MANASSAS, Paul Powell sat down in the living room and smoked a cigarette after fatally stabbing 16-year-old Stacie Reed inside her Yorkshire home Jan. 29 following an argument about her black boyfriend, a Prince William police detective testified Thursday.
About an hour later, Powell attacked 14-year-old Kristie Reed when she got home and found her sister dead, according to the testimony of Prince William police Det. Richard Leonard.
He admitted sexually assaulting her, stabbing her and then taking a glass of iced tea before leaving the home, Leonard testified at Powell's preliminary hearing in Prince William Juvenile and Domestic Relations Court.
"She freaked out, " Leonard said, recounting what Powell told him of Kristie Reed's reaction to her sister's lifeless body. "She started screaming at him."
Powell, 21, is charged with murder, rape, abduction, malicious wounding, grand larceny and three counts of use of display of a firearm in the commission of a felony in the Jan. 29 attacks.
During a 45-minute preliminary hearing, Leonard recounted the conversation he had with Powell when he was picked up for questioning the day after the brutal attacks inside the Reeds' McLean Street home.
Judge James B. Robeson sent the case to the May grand jury after hearing testimony from Leonard and Robert Culver, the fiance of Stacie's mother. The defense put on no witnesses.
Police allege Powell was upset that Stacie was dating a black youth and that he waited for her at her home, confronted her and then killed her.
Powell and the Reed sisters are white.
Leonard testified Thursday that Powell told him that he went to the Reeds' home some time before noon Jan. 29 and waited for Stacie to come home from Osbourn Park High School.
He smoked a cigarette on the porch, had a couple of beers and left because her mother's fiance was due to come home for lunch, Leonard testified.
Powell returned about 45 minutes later, saw Stacie come home and sat inside while she talked on the telephone with her boyfriend.
After the phone call, Powell confronted Stacie about her boyfriend and the two got into a scuffle.
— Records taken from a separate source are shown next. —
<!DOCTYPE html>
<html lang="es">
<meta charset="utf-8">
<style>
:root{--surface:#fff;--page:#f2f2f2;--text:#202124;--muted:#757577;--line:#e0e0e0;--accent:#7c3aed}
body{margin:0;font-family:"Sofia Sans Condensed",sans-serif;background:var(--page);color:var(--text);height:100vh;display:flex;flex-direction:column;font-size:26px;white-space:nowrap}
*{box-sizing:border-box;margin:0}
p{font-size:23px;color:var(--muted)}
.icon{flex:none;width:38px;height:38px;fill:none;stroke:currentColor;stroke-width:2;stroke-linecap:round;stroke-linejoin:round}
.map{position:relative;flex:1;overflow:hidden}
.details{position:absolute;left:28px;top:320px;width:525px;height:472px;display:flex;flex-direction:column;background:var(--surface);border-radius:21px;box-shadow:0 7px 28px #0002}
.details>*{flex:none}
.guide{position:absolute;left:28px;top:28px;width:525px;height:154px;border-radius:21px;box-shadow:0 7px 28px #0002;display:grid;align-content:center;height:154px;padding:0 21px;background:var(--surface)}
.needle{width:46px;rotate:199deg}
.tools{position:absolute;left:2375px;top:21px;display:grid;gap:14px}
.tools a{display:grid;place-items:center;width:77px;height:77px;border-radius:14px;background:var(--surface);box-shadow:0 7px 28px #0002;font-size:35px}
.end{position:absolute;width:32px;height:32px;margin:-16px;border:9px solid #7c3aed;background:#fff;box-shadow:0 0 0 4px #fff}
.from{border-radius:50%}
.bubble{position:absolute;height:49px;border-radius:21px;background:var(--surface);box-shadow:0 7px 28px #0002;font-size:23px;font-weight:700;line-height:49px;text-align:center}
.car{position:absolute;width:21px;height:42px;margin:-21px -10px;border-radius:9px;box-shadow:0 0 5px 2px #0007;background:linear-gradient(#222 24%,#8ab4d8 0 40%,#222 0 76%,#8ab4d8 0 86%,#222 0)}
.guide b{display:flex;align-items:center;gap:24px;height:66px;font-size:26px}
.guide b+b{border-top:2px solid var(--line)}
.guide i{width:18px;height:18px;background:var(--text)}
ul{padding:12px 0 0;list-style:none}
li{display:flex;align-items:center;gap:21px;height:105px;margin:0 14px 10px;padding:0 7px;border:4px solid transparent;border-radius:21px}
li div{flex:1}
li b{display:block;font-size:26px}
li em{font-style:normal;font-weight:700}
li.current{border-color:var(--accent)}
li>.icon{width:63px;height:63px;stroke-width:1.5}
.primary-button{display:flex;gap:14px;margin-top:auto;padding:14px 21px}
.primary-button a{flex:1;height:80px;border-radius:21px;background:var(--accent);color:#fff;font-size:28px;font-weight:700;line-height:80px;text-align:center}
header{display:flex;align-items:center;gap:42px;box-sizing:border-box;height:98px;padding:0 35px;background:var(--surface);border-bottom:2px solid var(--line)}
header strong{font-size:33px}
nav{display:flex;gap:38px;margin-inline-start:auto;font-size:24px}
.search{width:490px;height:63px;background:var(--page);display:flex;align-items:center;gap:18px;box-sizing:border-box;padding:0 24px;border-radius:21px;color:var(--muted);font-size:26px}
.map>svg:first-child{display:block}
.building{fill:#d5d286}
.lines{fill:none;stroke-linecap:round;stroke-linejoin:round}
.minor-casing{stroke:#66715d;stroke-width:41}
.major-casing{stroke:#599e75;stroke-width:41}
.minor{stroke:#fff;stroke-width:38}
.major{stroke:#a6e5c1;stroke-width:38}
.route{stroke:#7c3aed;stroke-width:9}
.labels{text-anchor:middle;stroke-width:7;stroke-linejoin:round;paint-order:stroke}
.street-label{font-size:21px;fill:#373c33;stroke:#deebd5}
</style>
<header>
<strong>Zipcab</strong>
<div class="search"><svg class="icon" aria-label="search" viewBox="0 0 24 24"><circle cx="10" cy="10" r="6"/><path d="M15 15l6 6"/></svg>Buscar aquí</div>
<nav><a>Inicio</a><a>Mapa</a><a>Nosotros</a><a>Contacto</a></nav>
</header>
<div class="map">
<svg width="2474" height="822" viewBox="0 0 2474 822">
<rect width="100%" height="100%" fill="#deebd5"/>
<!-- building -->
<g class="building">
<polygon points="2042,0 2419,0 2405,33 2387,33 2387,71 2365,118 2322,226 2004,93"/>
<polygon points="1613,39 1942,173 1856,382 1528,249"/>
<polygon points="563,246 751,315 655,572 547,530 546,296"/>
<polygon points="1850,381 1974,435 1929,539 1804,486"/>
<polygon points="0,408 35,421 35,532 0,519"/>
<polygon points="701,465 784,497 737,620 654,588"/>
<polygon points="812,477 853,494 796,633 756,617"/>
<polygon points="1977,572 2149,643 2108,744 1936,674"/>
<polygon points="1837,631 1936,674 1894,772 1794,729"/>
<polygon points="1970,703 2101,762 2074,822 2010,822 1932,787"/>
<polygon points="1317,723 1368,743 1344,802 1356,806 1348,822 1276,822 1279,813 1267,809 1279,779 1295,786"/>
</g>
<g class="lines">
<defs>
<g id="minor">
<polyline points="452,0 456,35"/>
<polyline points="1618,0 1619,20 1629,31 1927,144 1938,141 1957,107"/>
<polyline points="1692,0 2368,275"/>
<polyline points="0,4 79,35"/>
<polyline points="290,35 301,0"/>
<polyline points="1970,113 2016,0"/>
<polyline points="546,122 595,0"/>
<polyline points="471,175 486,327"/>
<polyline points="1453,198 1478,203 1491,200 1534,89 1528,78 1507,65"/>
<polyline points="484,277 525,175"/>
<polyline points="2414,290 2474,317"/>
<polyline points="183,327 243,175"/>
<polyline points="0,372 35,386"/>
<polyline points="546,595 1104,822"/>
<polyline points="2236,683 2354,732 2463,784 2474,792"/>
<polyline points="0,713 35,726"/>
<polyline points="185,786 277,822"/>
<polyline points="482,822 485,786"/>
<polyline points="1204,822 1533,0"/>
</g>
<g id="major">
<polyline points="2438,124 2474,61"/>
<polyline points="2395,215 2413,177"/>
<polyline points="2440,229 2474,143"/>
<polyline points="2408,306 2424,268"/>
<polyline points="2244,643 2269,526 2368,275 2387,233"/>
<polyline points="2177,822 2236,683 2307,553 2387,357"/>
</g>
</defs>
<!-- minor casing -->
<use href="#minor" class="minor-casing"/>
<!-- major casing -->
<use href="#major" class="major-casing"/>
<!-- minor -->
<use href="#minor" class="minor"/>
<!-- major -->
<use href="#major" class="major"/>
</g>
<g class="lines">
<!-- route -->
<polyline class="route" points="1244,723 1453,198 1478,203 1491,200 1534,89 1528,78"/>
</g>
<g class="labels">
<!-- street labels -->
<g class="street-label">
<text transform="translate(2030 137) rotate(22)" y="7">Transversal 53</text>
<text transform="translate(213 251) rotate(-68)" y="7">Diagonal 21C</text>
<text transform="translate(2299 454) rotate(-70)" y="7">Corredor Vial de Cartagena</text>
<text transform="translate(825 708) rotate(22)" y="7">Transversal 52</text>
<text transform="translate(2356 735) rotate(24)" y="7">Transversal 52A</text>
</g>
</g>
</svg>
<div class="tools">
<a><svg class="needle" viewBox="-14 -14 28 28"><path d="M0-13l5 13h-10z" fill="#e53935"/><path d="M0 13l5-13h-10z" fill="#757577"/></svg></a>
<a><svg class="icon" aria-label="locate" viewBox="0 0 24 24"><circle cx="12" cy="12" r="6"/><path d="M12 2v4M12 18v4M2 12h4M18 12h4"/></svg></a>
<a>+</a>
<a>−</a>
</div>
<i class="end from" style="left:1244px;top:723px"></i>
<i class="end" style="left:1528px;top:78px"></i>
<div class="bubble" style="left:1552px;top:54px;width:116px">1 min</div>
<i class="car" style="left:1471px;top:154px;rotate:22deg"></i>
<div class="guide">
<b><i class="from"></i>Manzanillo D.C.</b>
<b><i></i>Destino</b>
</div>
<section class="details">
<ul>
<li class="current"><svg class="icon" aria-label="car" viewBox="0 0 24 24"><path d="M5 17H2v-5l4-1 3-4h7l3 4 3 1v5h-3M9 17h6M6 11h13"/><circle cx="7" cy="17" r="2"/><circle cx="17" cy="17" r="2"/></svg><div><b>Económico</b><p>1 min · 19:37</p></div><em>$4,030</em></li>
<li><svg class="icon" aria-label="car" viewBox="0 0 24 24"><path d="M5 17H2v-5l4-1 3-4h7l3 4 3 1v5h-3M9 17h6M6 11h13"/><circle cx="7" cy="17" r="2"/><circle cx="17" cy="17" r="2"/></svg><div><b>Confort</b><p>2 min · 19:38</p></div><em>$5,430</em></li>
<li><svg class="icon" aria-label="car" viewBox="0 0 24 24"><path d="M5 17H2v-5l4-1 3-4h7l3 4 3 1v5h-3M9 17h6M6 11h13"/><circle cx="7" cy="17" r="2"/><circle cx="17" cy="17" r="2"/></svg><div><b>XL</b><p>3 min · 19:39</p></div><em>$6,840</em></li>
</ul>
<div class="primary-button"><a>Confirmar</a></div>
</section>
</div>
She "grabbed his face" before he pulled out a knife and stabbed her, Leonard testified.
"In his words, she got stuck, " Leonard said.
Powell said he was still inside the house when Kristie arrived from Parkside Middle School.
Powell told the to remove her clothes, then admitted tying her up with her shoe laces and stabbing her, Leonard testified.
Leonard said Powell told him he fondled her and had "sexual intercourse" with her.
Robert Culver, who lived with the Reed family, said he returned home to find Stacie's body in an upstairs bedroom and Kristie calling out for help.
"She looked very scared and very weak, " Culver said of the younger girl.
He said he discovered a 6-inch kitchen knife missing from the house.
Leonard testified that although Powell told him he bought crack cocaine and heroin some time before the attacks and that he had had about three beers on Jan. 29, he appeared "coherent" during the interview and willing to speak.
After his arrest, police searched a house on Old Hickory Lane in Manassas where Powell had been staying and seized a gun, 9 mm bullets, handcuffs, an ammunition pouch, ear plugs and a box, Leonard testified.
Powell sat quietly at the defense table during Thursday's testimony, his ankles shackled in leg cuffs. He tapped his foot and stared ahead without expression.
A green tattoo of an eyeball surrounded by decorative markings peeked out from the collar of Powell's jail jump suit.
Kristie Reed did not attend Thursday's hearing. Her mother, Lorraine Reed, and a family friend sat close together in the second row of the spectator area of the courtroom.
Lorraine Reed sobbed quietly when Commonwealth's Attorney Paul Ebert asked Leonard to identify graphic photographs of the sisters taken after the attacks.
In a one-page, typewritten statement issued Thursday, Reed described the "pain" and the "scars" her family has suffered.
"We could torture this human being minute by minute, day by day for a thousand years, but it will never be enough to satisfy our family, " Reed wrote.
Reed said her family will "push" for the death penalty but they understand that the crime may not qualify for that punishment.
"But if he should have to spend the rest of his life in prison, then so be it, " according to the statement. "But please remember that God will justify it all in the end. And this is what keeps us going. Knowing that the day will come that he will have to face God and answer that one question, why?"
Powell told the Potomac News in a February interview that he would prefer the death penalty to a life sentence.